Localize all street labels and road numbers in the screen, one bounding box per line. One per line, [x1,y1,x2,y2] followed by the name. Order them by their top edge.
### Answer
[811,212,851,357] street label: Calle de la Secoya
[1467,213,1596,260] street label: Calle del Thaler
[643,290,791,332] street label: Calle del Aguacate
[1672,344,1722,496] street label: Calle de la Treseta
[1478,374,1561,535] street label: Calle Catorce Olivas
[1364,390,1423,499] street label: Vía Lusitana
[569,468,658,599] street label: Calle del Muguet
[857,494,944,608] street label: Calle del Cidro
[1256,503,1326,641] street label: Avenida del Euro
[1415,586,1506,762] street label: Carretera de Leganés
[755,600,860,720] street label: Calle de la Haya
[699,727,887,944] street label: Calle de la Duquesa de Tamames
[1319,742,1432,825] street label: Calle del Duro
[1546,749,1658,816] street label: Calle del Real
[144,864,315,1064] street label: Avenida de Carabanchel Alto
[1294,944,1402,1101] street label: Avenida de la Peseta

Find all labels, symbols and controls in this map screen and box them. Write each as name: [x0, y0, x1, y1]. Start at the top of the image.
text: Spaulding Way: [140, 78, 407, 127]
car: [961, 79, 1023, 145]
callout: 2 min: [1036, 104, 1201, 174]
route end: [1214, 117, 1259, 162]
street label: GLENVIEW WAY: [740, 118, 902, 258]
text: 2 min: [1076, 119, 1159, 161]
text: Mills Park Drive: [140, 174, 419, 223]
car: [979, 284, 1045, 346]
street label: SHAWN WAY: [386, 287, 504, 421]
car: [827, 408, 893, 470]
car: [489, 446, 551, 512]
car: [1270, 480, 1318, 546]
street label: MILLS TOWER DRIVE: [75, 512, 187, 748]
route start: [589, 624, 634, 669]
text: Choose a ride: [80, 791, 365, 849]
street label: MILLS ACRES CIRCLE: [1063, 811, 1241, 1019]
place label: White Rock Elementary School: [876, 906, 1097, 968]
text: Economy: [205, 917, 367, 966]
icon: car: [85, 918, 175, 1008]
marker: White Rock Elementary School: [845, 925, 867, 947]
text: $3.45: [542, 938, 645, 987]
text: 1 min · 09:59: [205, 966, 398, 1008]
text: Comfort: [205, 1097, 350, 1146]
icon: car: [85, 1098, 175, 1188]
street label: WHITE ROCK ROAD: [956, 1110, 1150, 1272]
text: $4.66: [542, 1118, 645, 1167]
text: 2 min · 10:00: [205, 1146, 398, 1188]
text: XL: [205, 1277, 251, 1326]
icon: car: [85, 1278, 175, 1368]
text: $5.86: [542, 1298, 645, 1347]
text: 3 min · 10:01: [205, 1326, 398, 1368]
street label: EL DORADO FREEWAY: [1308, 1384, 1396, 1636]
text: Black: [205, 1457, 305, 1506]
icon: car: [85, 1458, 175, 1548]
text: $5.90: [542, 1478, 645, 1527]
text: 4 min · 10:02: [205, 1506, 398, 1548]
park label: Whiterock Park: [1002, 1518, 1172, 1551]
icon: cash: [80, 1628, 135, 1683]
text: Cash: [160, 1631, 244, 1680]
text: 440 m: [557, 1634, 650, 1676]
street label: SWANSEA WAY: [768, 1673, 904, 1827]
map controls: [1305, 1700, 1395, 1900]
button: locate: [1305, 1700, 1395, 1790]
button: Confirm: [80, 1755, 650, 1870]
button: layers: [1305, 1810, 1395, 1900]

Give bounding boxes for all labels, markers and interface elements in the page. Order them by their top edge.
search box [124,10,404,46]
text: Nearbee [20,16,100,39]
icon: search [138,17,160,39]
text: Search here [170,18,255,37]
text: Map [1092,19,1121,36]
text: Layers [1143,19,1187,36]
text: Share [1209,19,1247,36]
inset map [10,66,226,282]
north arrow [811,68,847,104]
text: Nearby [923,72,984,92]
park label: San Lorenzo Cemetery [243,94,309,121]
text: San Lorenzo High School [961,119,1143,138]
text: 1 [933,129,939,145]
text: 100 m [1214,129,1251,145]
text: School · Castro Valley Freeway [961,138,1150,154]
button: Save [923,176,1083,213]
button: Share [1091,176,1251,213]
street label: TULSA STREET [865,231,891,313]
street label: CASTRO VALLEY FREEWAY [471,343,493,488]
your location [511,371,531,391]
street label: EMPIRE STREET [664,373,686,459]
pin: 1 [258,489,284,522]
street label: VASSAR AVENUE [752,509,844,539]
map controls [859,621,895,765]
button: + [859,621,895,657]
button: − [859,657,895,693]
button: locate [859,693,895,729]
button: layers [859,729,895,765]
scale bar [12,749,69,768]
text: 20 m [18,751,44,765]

• YOUR INSTRUCTIONS: Restate each record above exactly, leaving nothing out.

• ANSWER TO THIS EXERCISE:
Localize all street labels and road numbers in the screen, one bounding box per line. One per line, [x1,y1,x2,y2] followed by the name. Order them by their top edge.
### Answer
[811,212,851,357] street label: Calle de la Secoya
[1467,213,1596,260] street label: Calle del Thaler
[643,290,791,332] street label: Calle del Aguacate
[1672,344,1722,496] street label: Calle de la Treseta
[1478,374,1561,535] street label: Calle Catorce Olivas
[1364,390,1423,499] street label: Vía Lusitana
[569,468,658,599] street label: Calle del Muguet
[857,494,944,608] street label: Calle del Cidro
[1256,503,1326,641] street label: Avenida del Euro
[1415,586,1506,762] street label: Carretera de Leganés
[755,600,860,720] street label: Calle de la Haya
[699,727,887,944] street label: Calle de la Duquesa de Tamames
[1319,742,1432,825] street label: Calle del Duro
[1546,749,1658,816] street label: Calle del Real
[144,864,315,1064] street label: Avenida de Carabanchel Alto
[1294,944,1402,1101] street label: Avenida de la Peseta

Find all labels, symbols and controls in this map screen and box them. Write each as name: [x0, y0, x1, y1]. Start at the top of the image.
text: Spaulding Way: [140, 78, 407, 127]
car: [961, 79, 1023, 145]
callout: 2 min: [1036, 104, 1201, 174]
route end: [1214, 117, 1259, 162]
street label: GLENVIEW WAY: [740, 118, 902, 258]
text: 2 min: [1076, 119, 1159, 161]
text: Mills Park Drive: [140, 174, 419, 223]
car: [979, 284, 1045, 346]
street label: SHAWN WAY: [386, 287, 504, 421]
car: [827, 408, 893, 470]
car: [489, 446, 551, 512]
car: [1270, 480, 1318, 546]
street label: MILLS TOWER DRIVE: [75, 512, 187, 748]
route start: [589, 624, 634, 669]
text: Choose a ride: [80, 791, 365, 849]
street label: MILLS ACRES CIRCLE: [1063, 811, 1241, 1019]
place label: White Rock Elementary School: [876, 906, 1097, 968]
text: Economy: [205, 917, 367, 966]
icon: car: [85, 918, 175, 1008]
marker: White Rock Elementary School: [845, 925, 867, 947]
text: $3.45: [542, 938, 645, 987]
text: 1 min · 09:59: [205, 966, 398, 1008]
text: Comfort: [205, 1097, 350, 1146]
icon: car: [85, 1098, 175, 1188]
street label: WHITE ROCK ROAD: [956, 1110, 1150, 1272]
text: $4.66: [542, 1118, 645, 1167]
text: 2 min · 10:00: [205, 1146, 398, 1188]
text: XL: [205, 1277, 251, 1326]
icon: car: [85, 1278, 175, 1368]
text: $5.86: [542, 1298, 645, 1347]
text: 3 min · 10:01: [205, 1326, 398, 1368]
street label: EL DORADO FREEWAY: [1308, 1384, 1396, 1636]
text: Black: [205, 1457, 305, 1506]
icon: car: [85, 1458, 175, 1548]
text: $5.90: [542, 1478, 645, 1527]
text: 4 min · 10:02: [205, 1506, 398, 1548]
park label: Whiterock Park: [1002, 1518, 1172, 1551]
icon: cash: [80, 1628, 135, 1683]
text: Cash: [160, 1631, 244, 1680]
text: 440 m: [557, 1634, 650, 1676]
street label: SWANSEA WAY: [768, 1673, 904, 1827]
map controls: [1305, 1700, 1395, 1900]
button: locate: [1305, 1700, 1395, 1790]
button: Confirm: [80, 1755, 650, 1870]
button: layers: [1305, 1810, 1395, 1900]

Give bounding boxes for all labels, markers and interface elements in the page. Order them by their top edge.
search box [124,10,404,46]
text: Nearbee [20,16,100,39]
icon: search [138,17,160,39]
text: Search here [170,18,255,37]
text: Map [1092,19,1121,36]
text: Layers [1143,19,1187,36]
text: Share [1209,19,1247,36]
inset map [10,66,226,282]
north arrow [811,68,847,104]
text: Nearby [923,72,984,92]
park label: San Lorenzo Cemetery [243,94,309,121]
text: San Lorenzo High School [961,119,1143,138]
text: 1 [933,129,939,145]
text: 100 m [1214,129,1251,145]
text: School · Castro Valley Freeway [961,138,1150,154]
button: Save [923,176,1083,213]
button: Share [1091,176,1251,213]
street label: TULSA STREET [865,231,891,313]
street label: CASTRO VALLEY FREEWAY [471,343,493,488]
your location [511,371,531,391]
street label: EMPIRE STREET [664,373,686,459]
pin: 1 [258,489,284,522]
street label: VASSAR AVENUE [752,509,844,539]
map controls [859,621,895,765]
button: + [859,621,895,657]
button: − [859,657,895,693]
button: locate [859,693,895,729]
button: layers [859,729,895,765]
scale bar [12,749,69,768]
text: 20 m [18,751,44,765]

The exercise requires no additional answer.